To answer the previous question, RSocket Broker is embedded in the application. You need to add the corresponding dependencies and configuration, and then launch the corresponding application. This is similar to Spring Config Server, etc., in order to facilitate developers to extend the corresponding features of Broker and integrate with other systems. Combined with the RSocket Broker features introduced earlier, we can immediately implement some typical business scenarios by embedding RSocket Broker:

  • Config/Registry Server: Now that the application has established a long connection with the Broker and the meta information is sent to the Broker, Registry Server comes into its own. RSocket Broker supports various message broadcast models, so Config Server is almost ready. The configuration push of a single application is based on an independent tag push, and the overall push is based on the Service Name. There is no problem in all of them.
  • Web Console: Developing a Web console after embedding the Broker is simple for Spring Boot.
  • Data Gateway: If you want to be a Data Gateway that provides Data access services, all Data worker nodes connect to the Broker, which then provides services.
  • Ops system integration: Spring Boot can be used for this integration, and other applications, such as health check, can only be sent a message to the application.
  • Graceful offline of brokers and applications: By pushing brokers’ configuration information, an application can connect to a new brokers node to complete the offline of the brokers cluster. To go offline, send a ROUTE_REMOVE message to the Broker cluster and then go offline 3-5 days after the application.

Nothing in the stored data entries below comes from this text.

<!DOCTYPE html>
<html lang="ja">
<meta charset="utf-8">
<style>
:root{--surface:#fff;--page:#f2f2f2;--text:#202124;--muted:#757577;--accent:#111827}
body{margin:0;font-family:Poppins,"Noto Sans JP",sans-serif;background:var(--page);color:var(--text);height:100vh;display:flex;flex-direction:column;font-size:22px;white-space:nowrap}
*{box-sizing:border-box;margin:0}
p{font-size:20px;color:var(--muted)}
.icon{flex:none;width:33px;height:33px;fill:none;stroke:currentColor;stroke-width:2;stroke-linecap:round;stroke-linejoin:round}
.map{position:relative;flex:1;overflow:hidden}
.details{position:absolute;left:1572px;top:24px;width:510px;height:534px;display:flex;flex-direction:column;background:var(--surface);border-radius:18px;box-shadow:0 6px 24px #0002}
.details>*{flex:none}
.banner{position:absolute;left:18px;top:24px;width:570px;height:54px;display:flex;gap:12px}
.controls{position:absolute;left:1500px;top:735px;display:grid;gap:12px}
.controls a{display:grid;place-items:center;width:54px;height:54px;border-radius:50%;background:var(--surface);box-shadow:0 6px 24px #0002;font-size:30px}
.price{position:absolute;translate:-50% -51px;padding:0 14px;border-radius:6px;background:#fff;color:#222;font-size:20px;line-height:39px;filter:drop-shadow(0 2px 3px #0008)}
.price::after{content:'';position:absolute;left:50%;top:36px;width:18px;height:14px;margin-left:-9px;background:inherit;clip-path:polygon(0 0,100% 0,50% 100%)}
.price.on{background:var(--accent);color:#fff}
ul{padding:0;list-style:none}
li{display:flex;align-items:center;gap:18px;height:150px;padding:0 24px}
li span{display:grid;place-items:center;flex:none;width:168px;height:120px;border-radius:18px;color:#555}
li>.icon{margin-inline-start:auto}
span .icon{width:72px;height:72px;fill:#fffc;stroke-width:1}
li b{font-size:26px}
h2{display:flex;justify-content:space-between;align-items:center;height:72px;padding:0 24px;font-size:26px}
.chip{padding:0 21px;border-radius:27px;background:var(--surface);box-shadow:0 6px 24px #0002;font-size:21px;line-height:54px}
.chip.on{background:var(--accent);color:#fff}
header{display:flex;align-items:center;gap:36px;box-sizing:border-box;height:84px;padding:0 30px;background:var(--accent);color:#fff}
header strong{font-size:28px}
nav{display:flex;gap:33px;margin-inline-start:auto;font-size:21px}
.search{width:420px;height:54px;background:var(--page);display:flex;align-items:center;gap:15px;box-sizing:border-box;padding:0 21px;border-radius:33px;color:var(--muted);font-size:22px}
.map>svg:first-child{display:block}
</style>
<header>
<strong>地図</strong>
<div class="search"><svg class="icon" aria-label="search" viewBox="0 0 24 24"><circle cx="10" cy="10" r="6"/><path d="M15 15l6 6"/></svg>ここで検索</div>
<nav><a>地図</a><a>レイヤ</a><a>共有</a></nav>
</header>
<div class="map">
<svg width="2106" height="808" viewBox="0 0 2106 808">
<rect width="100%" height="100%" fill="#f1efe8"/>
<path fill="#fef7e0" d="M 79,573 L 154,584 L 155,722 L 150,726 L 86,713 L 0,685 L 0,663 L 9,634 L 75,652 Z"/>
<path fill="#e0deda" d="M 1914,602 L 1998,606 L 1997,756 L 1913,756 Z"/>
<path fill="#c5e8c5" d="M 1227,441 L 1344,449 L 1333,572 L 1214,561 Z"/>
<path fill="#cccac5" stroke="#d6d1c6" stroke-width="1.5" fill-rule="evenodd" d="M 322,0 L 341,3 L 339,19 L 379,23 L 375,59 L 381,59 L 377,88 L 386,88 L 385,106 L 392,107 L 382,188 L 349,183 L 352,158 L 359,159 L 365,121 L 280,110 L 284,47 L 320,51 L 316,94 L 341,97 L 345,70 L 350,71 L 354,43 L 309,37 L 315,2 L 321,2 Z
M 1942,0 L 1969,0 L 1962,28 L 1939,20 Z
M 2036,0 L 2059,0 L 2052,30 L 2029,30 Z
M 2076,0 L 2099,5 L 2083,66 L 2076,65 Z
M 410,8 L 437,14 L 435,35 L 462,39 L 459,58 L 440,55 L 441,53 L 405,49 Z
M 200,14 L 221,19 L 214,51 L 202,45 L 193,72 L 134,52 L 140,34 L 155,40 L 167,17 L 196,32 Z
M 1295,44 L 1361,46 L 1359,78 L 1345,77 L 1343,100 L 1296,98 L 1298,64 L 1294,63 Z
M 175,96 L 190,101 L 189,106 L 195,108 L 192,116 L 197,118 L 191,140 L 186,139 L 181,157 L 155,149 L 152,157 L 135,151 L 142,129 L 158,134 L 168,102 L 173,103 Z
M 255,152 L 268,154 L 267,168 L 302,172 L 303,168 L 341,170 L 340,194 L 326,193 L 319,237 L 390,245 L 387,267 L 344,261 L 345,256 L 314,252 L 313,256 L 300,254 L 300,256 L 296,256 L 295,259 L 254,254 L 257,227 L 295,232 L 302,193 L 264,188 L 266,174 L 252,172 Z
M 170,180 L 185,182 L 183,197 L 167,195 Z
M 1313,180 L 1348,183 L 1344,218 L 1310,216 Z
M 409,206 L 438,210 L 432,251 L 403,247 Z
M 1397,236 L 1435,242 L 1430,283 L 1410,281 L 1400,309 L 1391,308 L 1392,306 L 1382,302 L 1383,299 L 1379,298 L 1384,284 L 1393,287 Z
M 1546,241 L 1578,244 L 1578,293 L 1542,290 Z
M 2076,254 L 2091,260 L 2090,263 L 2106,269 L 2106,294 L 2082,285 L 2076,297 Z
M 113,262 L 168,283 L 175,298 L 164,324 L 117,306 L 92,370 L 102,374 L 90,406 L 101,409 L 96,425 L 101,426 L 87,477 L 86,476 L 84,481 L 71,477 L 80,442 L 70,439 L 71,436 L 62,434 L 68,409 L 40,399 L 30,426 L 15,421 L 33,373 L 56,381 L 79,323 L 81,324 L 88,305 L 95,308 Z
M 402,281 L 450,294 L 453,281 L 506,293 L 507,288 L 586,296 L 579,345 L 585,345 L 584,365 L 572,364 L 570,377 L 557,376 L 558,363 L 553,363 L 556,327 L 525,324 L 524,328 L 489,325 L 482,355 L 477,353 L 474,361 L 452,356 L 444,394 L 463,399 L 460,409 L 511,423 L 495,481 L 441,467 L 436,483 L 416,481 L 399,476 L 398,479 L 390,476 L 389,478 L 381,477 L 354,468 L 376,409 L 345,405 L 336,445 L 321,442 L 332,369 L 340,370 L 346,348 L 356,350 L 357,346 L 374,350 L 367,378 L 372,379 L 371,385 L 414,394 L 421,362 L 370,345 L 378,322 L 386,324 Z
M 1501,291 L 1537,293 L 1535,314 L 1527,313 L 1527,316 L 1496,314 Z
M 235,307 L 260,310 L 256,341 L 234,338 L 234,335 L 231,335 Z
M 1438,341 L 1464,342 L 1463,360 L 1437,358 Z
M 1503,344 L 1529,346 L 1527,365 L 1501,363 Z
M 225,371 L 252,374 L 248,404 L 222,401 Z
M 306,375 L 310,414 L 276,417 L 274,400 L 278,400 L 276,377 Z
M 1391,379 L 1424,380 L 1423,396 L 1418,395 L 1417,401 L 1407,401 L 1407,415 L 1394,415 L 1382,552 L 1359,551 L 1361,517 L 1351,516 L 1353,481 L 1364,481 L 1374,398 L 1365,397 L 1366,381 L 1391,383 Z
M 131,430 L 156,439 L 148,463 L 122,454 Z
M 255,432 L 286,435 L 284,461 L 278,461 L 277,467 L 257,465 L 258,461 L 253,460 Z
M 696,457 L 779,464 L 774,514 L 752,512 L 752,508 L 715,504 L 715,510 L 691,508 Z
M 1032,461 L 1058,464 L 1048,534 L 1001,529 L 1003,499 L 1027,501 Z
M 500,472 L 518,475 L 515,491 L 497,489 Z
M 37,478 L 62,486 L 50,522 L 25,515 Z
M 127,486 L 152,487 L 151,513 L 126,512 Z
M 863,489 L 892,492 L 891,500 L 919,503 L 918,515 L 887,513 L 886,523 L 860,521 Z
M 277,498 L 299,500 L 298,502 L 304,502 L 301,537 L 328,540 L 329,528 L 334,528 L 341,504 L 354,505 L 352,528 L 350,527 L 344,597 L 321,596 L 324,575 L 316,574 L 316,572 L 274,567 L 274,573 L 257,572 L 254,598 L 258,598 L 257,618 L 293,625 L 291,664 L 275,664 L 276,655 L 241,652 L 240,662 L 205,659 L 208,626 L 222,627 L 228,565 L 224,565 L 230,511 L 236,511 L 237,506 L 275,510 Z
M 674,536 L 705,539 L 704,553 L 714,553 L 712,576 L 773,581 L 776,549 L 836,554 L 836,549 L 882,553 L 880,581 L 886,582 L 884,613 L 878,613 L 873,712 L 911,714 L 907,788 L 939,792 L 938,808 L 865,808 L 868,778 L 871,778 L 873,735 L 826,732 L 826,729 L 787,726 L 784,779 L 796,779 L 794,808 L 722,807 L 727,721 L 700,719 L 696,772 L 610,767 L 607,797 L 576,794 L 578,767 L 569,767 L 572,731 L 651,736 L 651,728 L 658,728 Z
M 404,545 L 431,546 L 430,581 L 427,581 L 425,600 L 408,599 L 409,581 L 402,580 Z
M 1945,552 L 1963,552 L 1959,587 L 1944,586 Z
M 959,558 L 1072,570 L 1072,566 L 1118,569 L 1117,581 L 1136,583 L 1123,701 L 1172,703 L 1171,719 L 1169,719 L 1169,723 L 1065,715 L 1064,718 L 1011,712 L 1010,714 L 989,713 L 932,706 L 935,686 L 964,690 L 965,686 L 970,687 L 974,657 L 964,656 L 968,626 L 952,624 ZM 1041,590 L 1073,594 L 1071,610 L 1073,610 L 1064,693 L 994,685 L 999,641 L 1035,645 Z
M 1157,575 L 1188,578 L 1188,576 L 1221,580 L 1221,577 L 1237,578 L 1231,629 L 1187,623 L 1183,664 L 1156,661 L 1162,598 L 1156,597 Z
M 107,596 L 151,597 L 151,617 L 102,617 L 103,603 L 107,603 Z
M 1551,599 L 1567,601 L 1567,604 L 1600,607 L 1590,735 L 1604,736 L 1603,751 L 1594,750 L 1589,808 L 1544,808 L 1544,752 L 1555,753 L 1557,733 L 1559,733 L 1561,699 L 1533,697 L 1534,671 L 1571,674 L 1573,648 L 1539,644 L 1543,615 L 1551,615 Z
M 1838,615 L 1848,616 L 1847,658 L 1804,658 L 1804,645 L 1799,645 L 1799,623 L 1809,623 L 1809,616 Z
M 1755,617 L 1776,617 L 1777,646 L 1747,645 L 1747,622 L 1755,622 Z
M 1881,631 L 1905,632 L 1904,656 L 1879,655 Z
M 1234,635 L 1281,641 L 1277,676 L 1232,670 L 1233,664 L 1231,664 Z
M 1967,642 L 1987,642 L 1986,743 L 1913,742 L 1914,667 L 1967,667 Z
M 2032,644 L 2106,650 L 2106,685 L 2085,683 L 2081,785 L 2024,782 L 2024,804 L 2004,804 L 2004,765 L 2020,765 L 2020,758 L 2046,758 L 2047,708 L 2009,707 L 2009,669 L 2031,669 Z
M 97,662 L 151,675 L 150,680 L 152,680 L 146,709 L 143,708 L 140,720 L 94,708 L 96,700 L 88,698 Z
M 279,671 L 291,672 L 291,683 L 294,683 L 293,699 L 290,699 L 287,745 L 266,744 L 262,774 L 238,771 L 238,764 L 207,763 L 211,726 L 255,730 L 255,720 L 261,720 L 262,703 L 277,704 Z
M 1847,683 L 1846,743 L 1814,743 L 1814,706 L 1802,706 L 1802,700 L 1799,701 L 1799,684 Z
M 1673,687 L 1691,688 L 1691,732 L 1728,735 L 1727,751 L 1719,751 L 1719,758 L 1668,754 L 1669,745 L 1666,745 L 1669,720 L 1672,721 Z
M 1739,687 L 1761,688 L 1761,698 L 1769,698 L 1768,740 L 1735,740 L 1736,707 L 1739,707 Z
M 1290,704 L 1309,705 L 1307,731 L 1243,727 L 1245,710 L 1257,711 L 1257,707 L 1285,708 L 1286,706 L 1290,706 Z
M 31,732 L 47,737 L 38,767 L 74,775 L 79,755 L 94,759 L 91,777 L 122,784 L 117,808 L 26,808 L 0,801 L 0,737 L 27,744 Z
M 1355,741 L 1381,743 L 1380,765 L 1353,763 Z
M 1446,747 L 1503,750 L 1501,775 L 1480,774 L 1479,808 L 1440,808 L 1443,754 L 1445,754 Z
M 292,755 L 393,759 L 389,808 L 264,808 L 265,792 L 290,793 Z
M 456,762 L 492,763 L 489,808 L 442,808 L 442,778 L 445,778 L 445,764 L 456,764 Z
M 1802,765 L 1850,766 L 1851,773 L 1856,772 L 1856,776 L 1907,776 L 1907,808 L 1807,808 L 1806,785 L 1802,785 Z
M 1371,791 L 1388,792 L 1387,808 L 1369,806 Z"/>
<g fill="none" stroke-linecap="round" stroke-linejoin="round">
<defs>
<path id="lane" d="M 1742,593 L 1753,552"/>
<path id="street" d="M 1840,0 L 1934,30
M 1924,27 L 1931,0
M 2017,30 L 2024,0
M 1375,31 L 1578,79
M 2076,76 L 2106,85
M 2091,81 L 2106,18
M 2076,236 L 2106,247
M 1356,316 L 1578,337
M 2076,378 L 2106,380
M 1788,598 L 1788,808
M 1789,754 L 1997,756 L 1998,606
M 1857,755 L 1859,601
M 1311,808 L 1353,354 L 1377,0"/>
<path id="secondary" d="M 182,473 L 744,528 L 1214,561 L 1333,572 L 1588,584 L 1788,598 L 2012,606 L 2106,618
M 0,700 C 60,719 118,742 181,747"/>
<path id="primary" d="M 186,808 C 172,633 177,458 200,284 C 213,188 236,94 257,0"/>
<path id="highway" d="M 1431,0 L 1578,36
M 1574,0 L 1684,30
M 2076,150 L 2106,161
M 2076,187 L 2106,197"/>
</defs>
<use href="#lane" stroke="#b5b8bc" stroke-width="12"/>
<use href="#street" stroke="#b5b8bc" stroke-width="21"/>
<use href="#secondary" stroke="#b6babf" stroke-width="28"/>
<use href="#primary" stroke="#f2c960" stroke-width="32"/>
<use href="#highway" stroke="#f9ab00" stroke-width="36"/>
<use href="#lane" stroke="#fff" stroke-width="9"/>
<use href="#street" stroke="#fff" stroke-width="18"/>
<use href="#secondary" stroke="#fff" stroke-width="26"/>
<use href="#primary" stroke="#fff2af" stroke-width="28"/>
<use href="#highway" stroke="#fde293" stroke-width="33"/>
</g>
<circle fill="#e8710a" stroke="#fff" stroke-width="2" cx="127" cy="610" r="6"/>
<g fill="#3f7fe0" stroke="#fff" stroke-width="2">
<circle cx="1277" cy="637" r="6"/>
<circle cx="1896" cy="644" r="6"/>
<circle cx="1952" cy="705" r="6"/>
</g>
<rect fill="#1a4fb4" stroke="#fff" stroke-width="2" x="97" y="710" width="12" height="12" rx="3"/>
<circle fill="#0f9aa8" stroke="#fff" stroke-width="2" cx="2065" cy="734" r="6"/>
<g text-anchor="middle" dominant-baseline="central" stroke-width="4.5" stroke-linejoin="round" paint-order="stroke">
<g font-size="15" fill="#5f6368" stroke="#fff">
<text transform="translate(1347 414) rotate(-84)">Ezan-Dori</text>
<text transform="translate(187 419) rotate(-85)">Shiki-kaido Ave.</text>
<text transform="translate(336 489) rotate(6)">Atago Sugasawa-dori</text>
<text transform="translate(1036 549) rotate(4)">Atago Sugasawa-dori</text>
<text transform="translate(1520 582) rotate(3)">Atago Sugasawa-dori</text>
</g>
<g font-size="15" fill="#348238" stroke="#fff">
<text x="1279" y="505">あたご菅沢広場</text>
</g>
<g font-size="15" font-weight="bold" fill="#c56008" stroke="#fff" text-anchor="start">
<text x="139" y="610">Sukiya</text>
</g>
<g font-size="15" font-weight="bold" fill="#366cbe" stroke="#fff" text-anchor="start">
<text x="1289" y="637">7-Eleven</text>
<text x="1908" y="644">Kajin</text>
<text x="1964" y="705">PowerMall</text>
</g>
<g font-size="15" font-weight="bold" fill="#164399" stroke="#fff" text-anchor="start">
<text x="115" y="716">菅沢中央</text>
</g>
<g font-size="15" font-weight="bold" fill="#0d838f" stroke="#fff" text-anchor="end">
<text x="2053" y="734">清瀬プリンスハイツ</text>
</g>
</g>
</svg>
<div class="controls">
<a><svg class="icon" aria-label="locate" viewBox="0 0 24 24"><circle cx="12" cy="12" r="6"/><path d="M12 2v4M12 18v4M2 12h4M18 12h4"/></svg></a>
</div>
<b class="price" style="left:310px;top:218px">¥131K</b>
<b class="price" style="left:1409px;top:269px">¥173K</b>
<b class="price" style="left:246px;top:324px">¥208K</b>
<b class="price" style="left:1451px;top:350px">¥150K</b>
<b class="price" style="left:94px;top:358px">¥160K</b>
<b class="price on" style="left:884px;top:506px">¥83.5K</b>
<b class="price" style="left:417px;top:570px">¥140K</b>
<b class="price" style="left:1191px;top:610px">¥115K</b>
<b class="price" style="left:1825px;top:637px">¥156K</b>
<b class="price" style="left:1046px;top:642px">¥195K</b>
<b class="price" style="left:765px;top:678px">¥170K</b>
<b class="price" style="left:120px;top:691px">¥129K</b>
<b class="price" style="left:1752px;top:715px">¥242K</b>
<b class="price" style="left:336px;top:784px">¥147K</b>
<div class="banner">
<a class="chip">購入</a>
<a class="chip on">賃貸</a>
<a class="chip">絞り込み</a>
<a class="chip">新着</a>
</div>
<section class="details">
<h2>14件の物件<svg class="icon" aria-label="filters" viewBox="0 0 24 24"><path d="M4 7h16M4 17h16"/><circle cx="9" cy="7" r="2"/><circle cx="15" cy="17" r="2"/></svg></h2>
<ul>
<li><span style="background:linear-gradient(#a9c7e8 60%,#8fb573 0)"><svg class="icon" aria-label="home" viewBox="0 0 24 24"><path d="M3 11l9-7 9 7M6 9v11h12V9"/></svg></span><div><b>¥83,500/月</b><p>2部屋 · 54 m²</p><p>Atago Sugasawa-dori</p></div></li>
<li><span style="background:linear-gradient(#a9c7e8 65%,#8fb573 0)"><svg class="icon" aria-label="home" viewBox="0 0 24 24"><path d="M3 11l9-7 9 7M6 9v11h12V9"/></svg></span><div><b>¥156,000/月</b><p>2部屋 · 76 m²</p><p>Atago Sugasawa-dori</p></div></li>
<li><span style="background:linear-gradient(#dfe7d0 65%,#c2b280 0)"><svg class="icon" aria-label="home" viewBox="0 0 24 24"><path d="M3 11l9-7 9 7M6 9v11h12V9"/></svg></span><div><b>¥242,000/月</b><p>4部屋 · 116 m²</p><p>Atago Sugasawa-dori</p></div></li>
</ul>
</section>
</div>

7 Spring RSocket Broker Client

The Client SDKS of RSocket Broker include Java and Node.js, but there is no need to worry about Broker Client SDKS of other languages. Broker Client just RSocket SDK Composite the Metadata to add a new message/x.r socket. The Broker. Frame. Where v0 Metadata specification, with the aid of RSocket multilingual SDK, Applications developed in major languages can be quickly plugged into brokers.

Four summarizes

Finally, someone asked, is RSocket mature now? In the Spring ecosystem, it is very mature. The RSocket Java SDK is developed by the Spring team. Spring RSocket provides the integration of RSocket and Spring. The rsocket-starter is built into Spring Boot. Spring Cloud Function also adds RSocket support for Java developers, as well as spring-RetroSocket. Other Spring products support Reactive, so you can connect to Reactive. Now that the RSocket periphery is in place, everyone is waiting for the RSocket Broker to appear, making integration and deployment much easier. In addition, the current variety of various services, such as REST API, GraphQL or RPC framework, migrate to RSocket trouble? If this is what Spring does, add an @messagemapping thing and you can access these services via RSocket. Dubbo/HSF services, add Annotation provided by Spring-Retrosocket to Interface, and then access these services via RSocket protocol. The REST API simply adds @Messagemapping on top of Controller. As for GraphQL, you don’t need any tweaks, just add a new GraphqlController to connect to the GraphQL underlying service. With the current Spring RSocket Broker features, a mid-sized enterprise can do just fine without any adjustments. This is Spring Config Server. Spring Registry Server and Spring Cloud Gateway are positioned the same.

As the Spring Cloud team has been talking about the impact of RSocket on The Spring Cloud and development experience, read this and you’ll have your own judgment. But still the old saying: “There are bole in the world, and then there are swift horses. Swift horse often, but bole not often.”